<<<<
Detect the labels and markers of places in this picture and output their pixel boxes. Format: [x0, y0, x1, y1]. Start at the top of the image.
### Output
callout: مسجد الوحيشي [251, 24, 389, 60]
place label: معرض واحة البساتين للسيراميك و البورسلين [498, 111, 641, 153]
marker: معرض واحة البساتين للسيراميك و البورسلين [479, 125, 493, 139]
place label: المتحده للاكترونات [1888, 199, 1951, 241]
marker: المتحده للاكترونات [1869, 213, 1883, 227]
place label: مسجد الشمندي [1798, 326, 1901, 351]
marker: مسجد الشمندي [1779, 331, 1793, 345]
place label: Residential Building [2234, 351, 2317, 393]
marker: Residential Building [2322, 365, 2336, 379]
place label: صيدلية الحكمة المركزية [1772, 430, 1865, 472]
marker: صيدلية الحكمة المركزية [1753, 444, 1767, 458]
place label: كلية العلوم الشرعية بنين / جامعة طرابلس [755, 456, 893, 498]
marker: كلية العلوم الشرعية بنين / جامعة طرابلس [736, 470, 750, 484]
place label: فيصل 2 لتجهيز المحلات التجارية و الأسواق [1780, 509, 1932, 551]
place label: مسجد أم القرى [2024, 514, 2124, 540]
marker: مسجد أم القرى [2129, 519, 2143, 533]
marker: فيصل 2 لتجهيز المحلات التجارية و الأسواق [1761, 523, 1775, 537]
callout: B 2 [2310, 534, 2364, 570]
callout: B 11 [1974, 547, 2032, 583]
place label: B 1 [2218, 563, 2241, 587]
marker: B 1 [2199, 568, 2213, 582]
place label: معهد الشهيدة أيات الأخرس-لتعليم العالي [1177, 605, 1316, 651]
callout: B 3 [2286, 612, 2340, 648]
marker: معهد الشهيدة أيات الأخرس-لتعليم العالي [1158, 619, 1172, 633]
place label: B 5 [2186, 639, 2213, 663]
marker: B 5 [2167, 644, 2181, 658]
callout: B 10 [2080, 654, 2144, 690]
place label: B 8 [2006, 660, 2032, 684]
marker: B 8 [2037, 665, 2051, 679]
>>>>
> _HOW TO COMPLETE THIS TASK_
Across the whole listing above, state how many lines contain "العلوم". Only the number is wanted.

> _TASK SOLUTION_
2